Across the data below, how many lines have the word "JSON" in them? Respond with the number alone.

GIVEN DATA >>
>>>>>
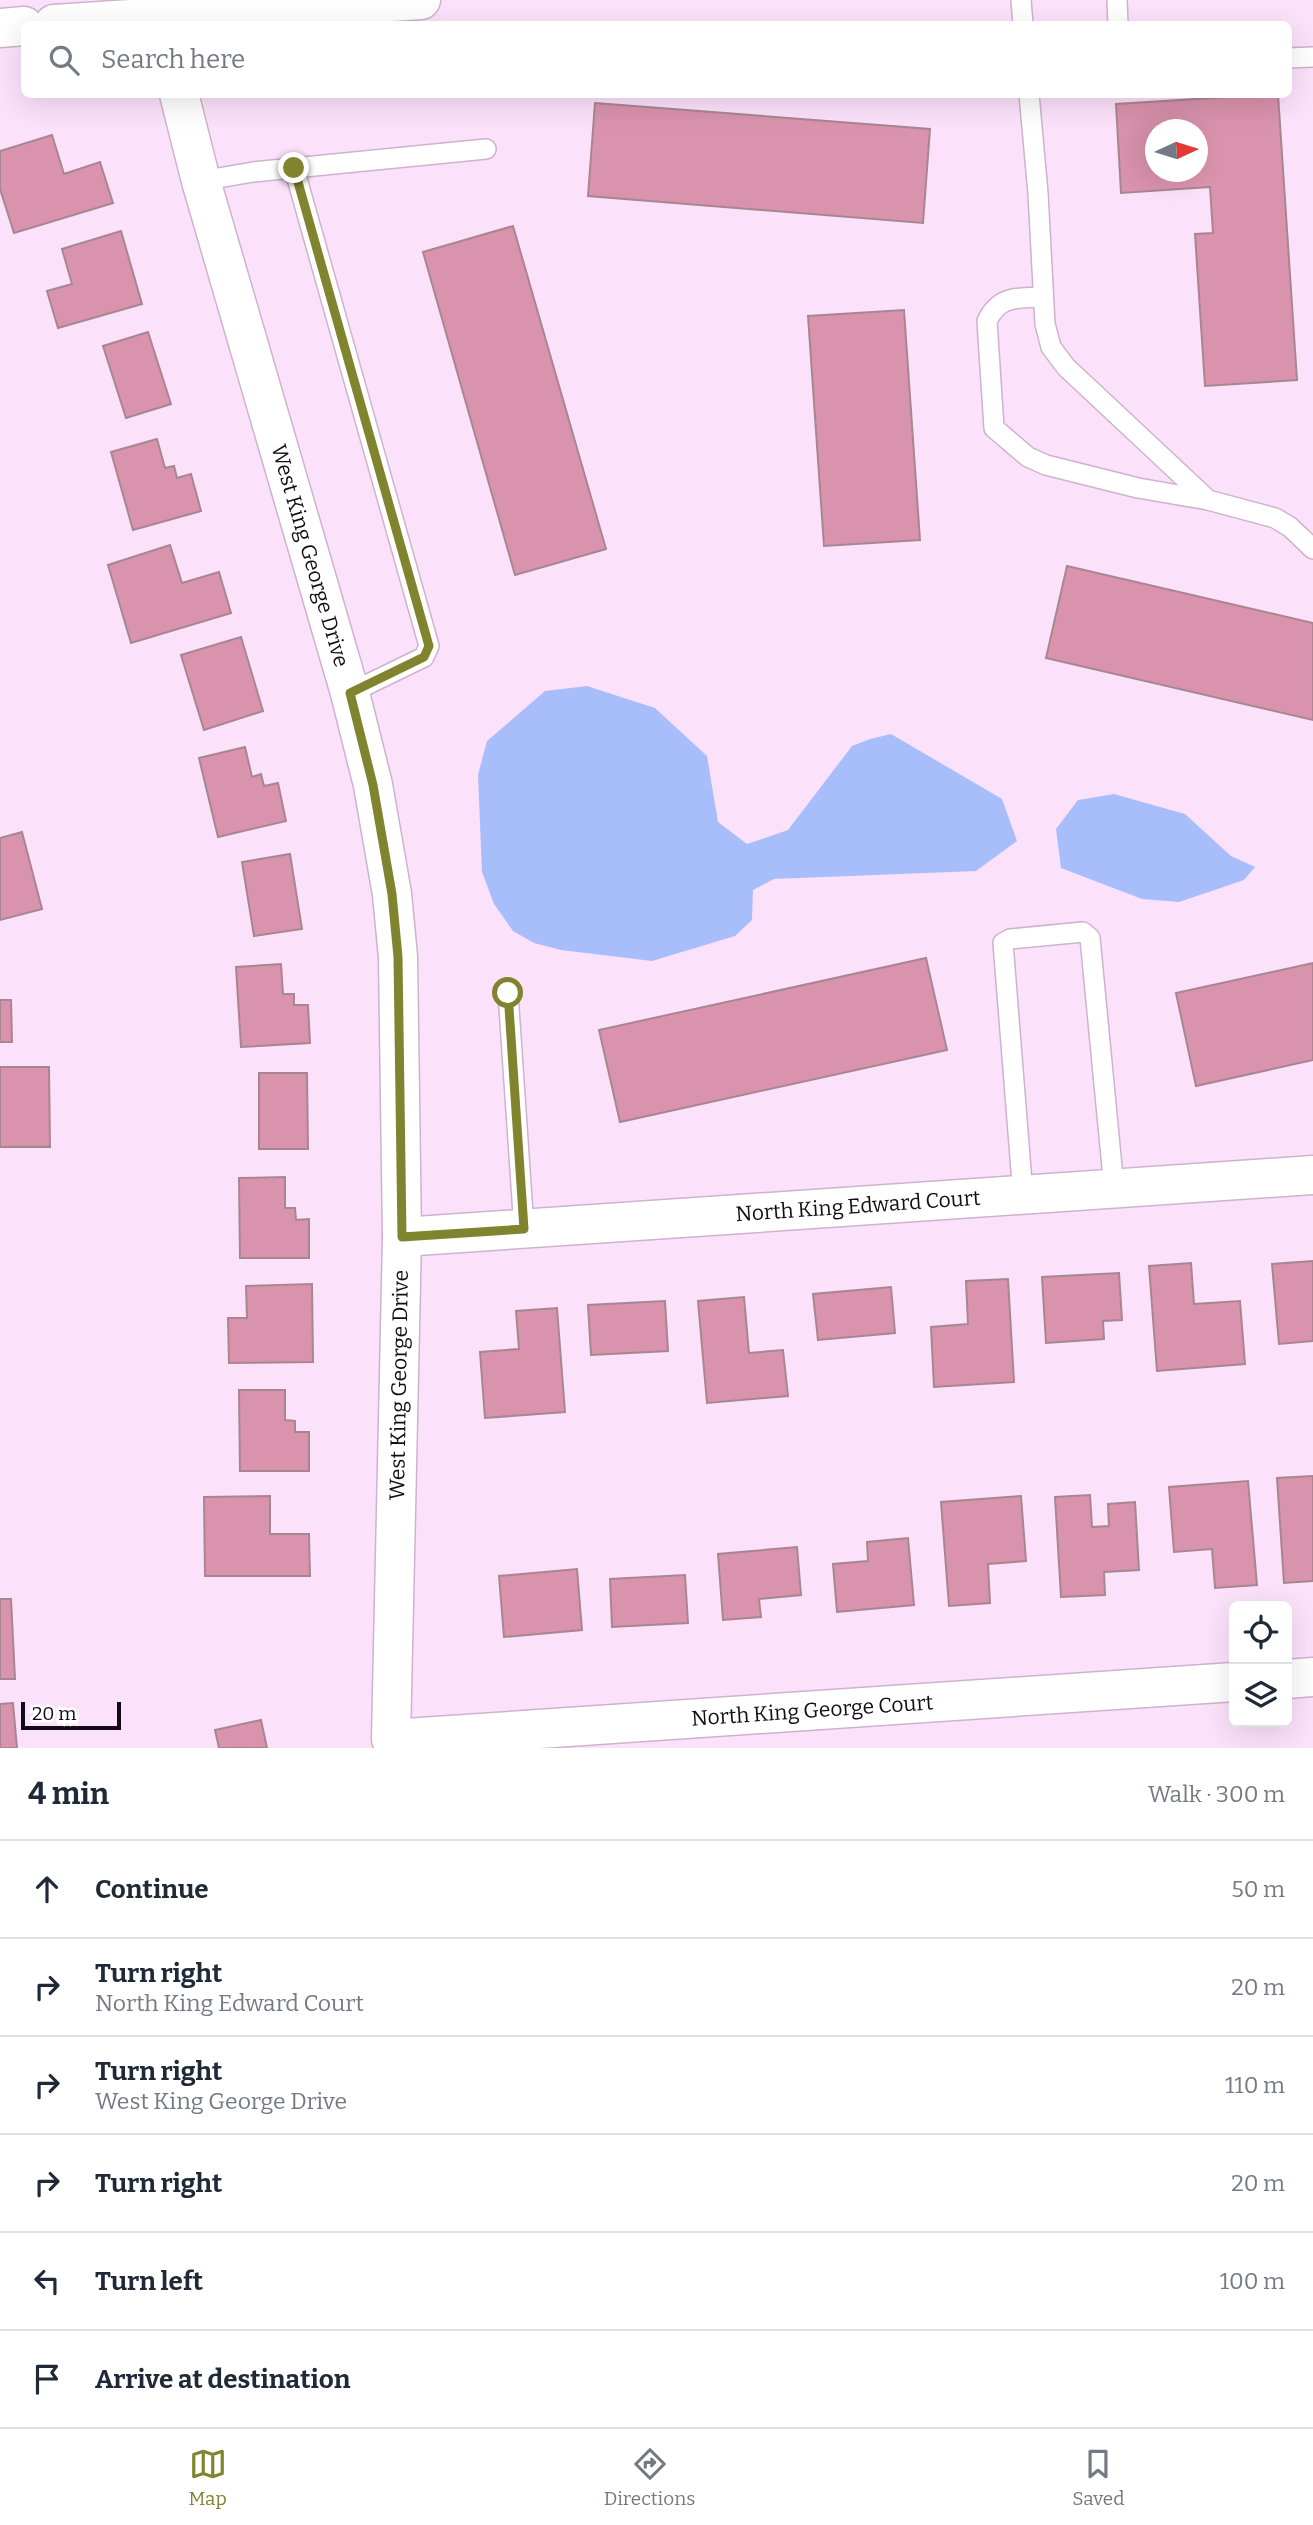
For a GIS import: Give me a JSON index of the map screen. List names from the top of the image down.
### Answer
{
  "streets": {
    "street": ["West King George Drive", "North King Edward Court", "North King George Court"]
  },
  "crossings": [
    ["West King George Drive", "North King Edward Court"],
    ["West King George Drive", "North King George Court"]
  ],
  "scale_bar": "20 m",
  "north": "right",
  "page": {
    "search": "Search here",
    "scale": "20 m",
    "heading": ["4 min", "Walk · 300 m"],
    "list": [
      ["Continue", "50 m"],
      ["Turn right", "North King Edward Court", "20 m"],
      ["Turn right", "West King George Drive", "110 m"],
      ["Turn right", "20 m"],
      ["Turn left", "100 m"],
      "Arrive at destination"
    ],
    "nav": ["Map", "Directions", "Saved"]
  }
}
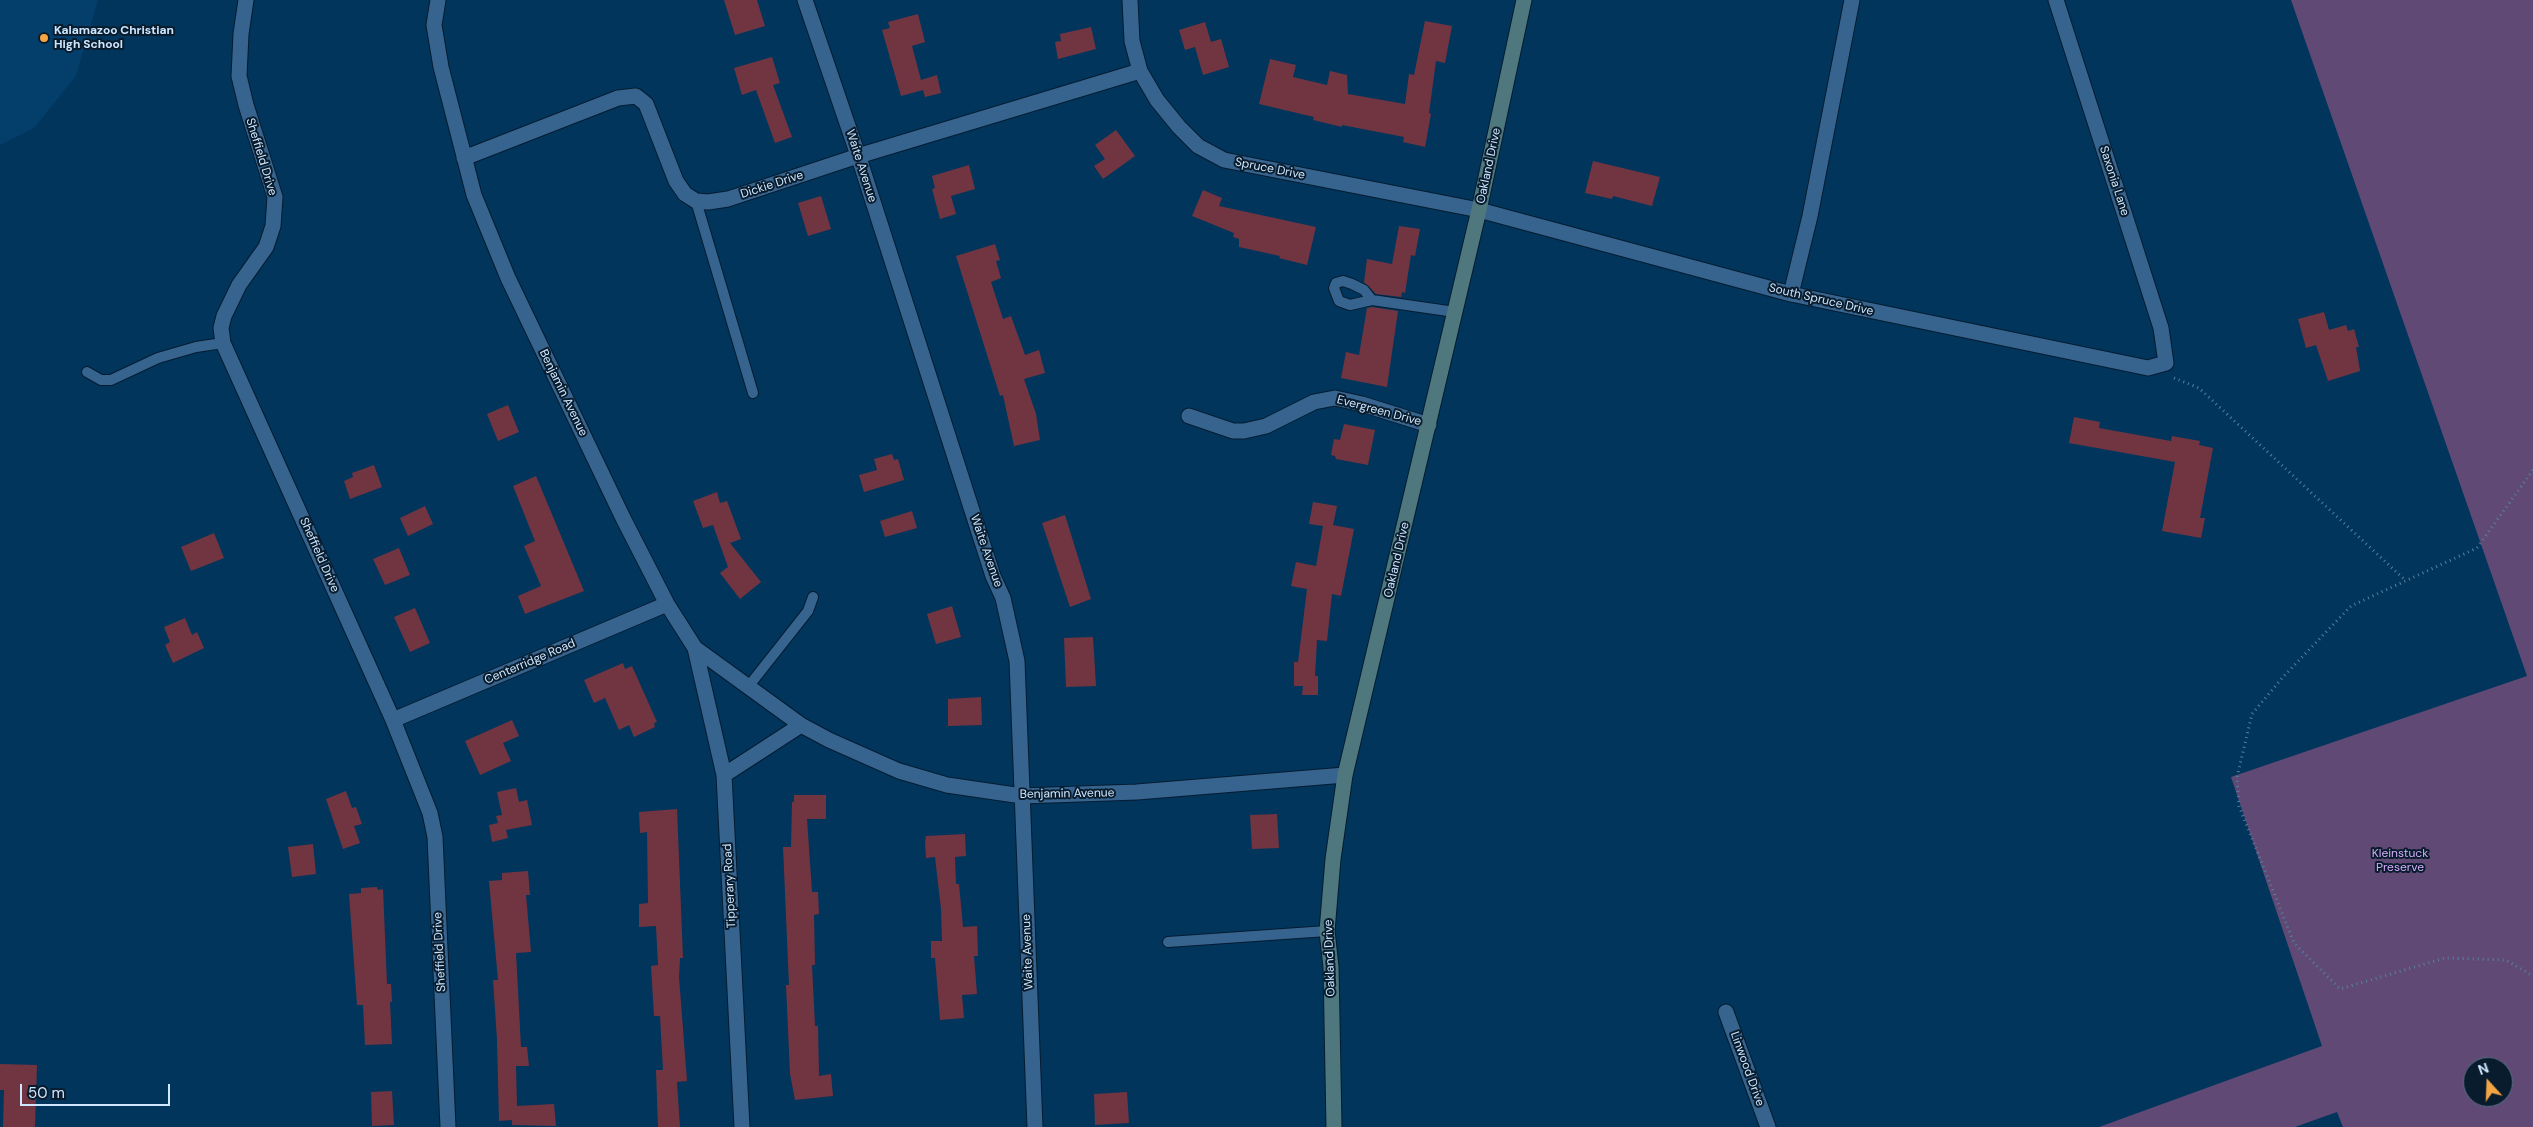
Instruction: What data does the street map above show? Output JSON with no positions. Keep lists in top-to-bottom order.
<<<<<
SOLUTION FOR THIS PROBLEM >>
2